Task to complete
Every line below that holds the string "lists" should be copied out.

Material for this task
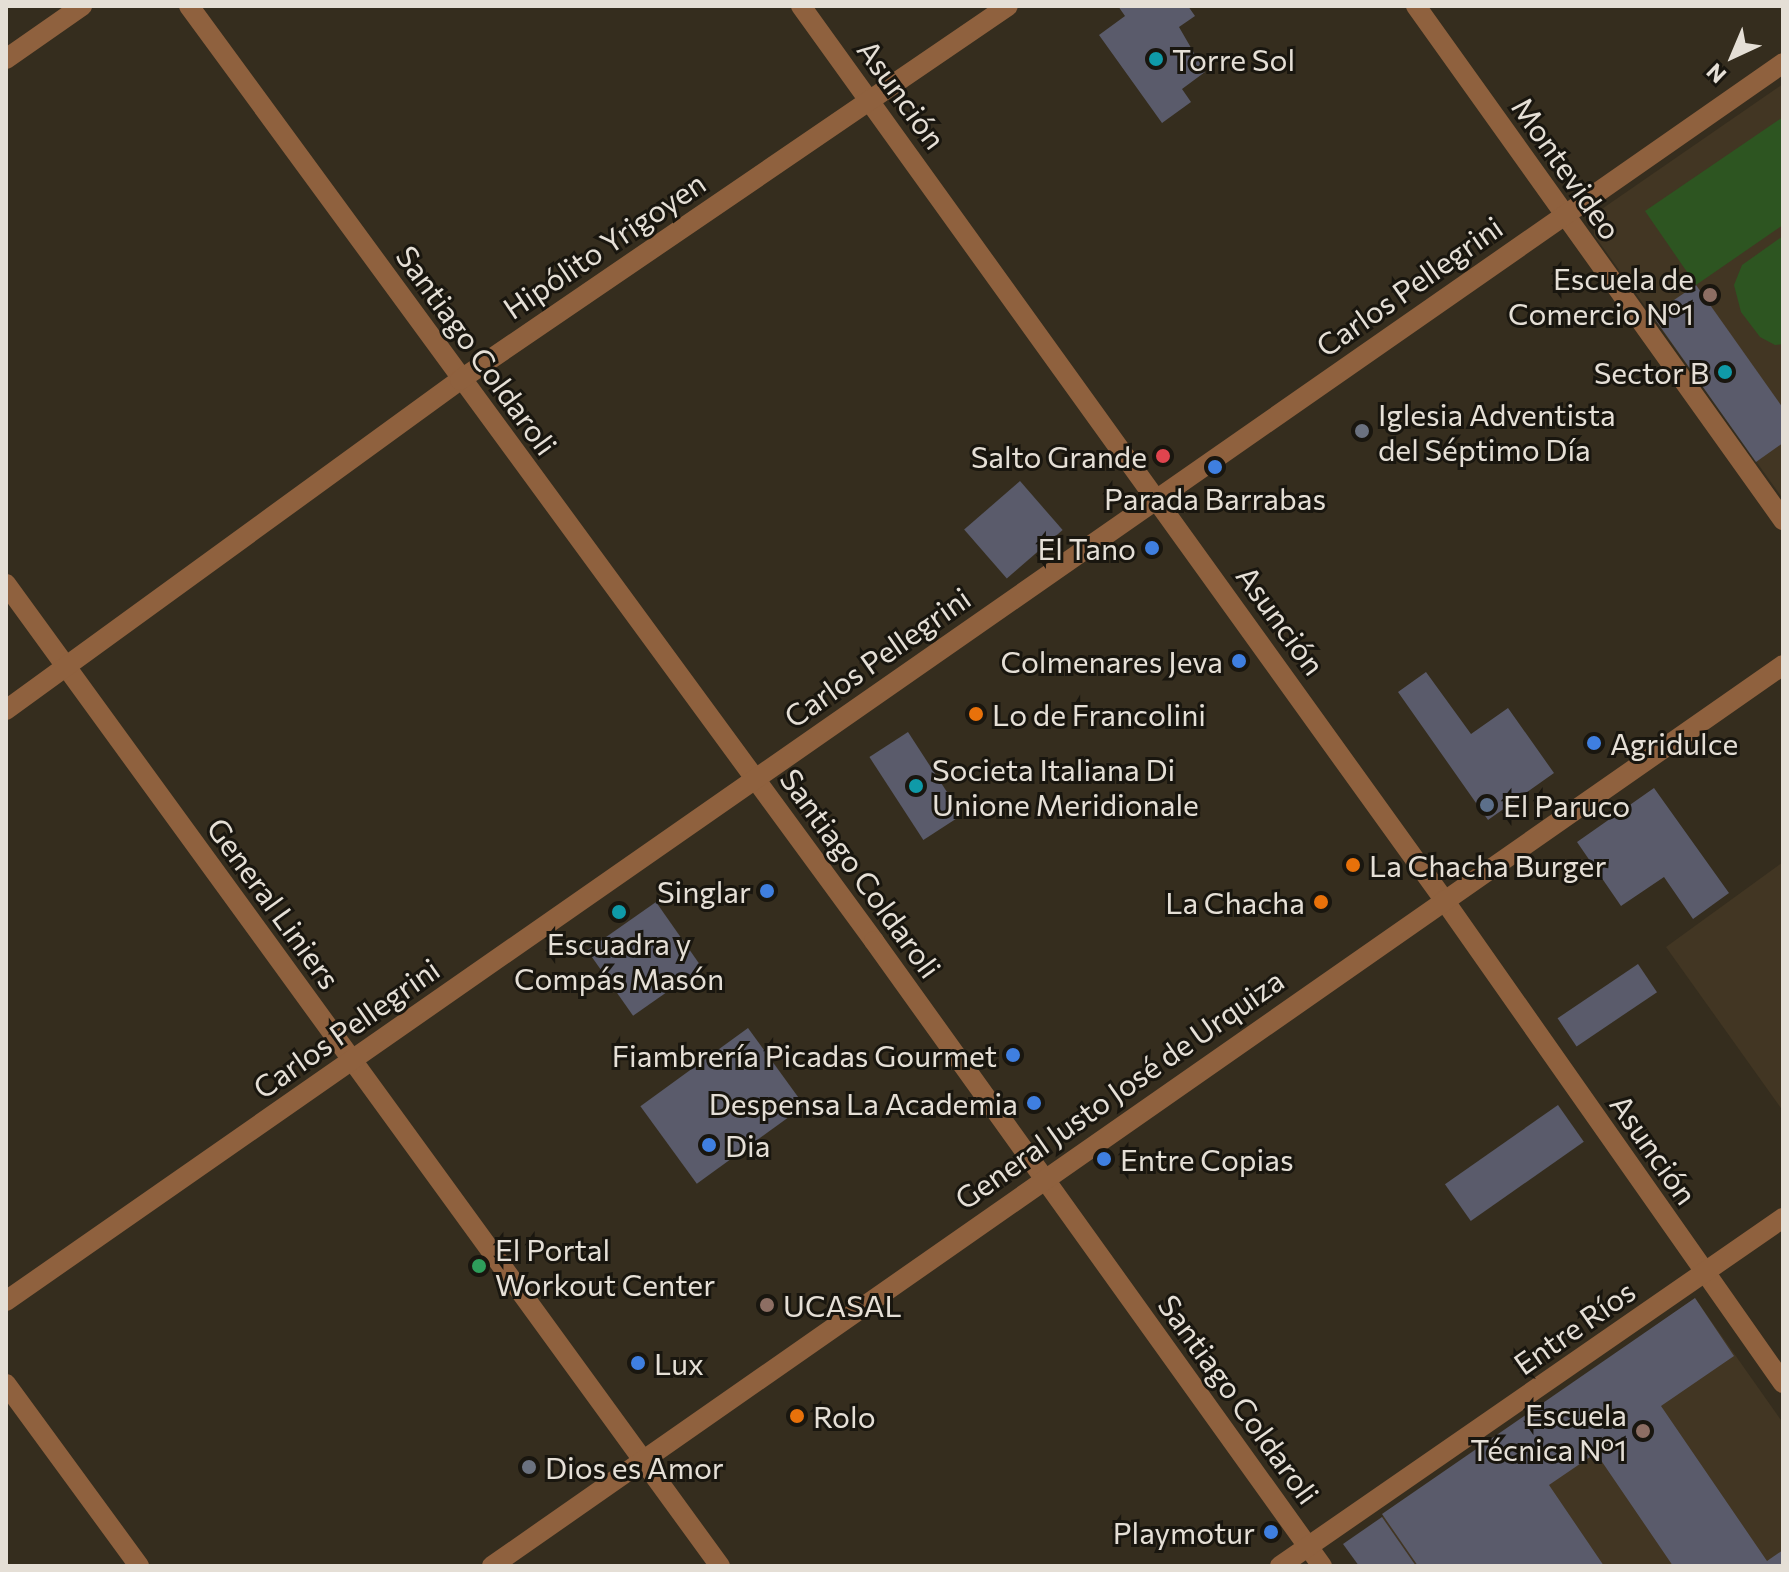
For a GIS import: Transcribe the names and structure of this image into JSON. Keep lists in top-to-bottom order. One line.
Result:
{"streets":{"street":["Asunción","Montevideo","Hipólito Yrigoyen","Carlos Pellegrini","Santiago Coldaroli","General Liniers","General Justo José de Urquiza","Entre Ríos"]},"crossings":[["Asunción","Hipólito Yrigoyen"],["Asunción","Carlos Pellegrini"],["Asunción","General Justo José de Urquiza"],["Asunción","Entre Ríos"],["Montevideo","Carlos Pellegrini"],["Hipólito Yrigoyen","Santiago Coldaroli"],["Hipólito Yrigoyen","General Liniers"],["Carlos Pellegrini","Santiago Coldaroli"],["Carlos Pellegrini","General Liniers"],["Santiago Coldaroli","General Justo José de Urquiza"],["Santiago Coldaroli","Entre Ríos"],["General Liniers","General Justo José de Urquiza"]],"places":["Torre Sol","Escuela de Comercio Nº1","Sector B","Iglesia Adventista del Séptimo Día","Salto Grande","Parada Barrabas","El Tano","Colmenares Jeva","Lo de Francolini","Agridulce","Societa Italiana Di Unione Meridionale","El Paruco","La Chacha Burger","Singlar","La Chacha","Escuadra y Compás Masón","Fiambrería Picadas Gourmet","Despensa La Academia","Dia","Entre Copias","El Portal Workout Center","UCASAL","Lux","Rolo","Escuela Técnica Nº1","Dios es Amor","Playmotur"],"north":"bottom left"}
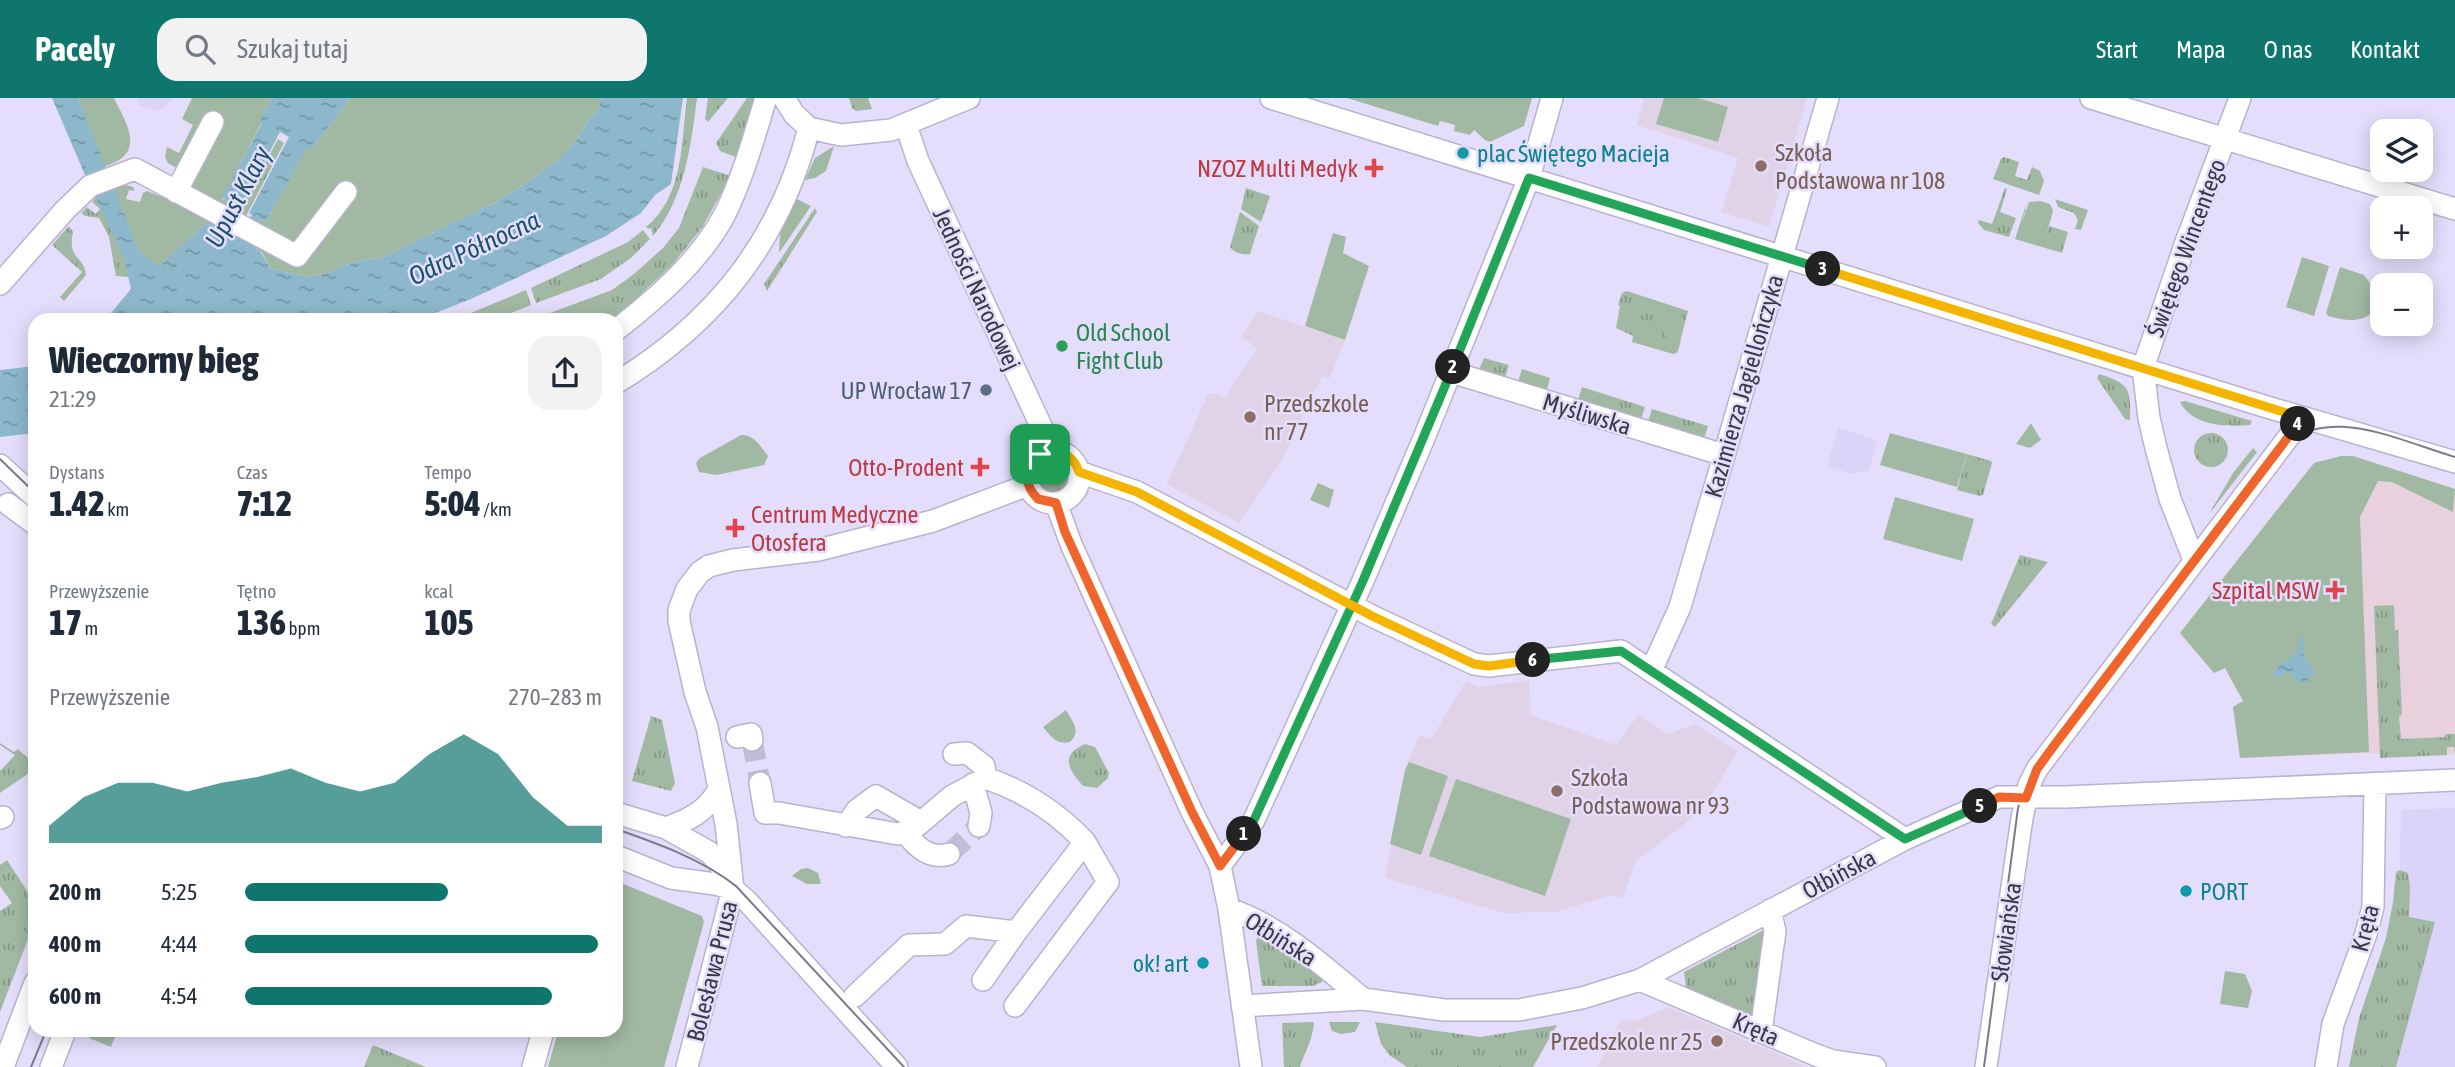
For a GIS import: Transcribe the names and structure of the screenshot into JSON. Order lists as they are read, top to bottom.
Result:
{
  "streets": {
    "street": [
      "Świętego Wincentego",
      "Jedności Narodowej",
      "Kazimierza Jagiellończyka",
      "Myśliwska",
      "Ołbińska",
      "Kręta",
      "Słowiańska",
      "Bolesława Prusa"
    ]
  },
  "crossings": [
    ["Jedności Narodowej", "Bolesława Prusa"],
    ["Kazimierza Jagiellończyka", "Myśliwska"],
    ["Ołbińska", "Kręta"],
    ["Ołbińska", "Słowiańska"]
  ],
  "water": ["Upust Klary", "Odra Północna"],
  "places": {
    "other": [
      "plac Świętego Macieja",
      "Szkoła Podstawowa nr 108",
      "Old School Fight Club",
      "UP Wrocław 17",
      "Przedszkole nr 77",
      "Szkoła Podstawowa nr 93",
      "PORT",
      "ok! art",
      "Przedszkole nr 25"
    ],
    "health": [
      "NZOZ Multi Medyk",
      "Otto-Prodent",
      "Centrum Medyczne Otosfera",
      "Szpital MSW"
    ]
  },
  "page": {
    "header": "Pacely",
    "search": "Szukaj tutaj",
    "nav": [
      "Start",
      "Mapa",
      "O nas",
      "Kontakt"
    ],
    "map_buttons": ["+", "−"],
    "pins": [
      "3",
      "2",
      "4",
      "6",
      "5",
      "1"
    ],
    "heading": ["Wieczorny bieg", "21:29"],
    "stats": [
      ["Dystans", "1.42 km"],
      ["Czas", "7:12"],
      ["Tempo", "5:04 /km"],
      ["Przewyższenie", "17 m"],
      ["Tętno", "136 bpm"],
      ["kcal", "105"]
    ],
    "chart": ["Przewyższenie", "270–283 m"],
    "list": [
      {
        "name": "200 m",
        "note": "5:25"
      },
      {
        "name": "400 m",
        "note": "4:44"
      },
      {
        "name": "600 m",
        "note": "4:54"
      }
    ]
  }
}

Solution
For a GIS import: Transcribe the names and structure of this image into JSON. Keep lists in top-to-bottom order. One line.
For a GIS import: Transcribe the names and structure of the screenshot into JSON. Order lists as they are read, top to bottom.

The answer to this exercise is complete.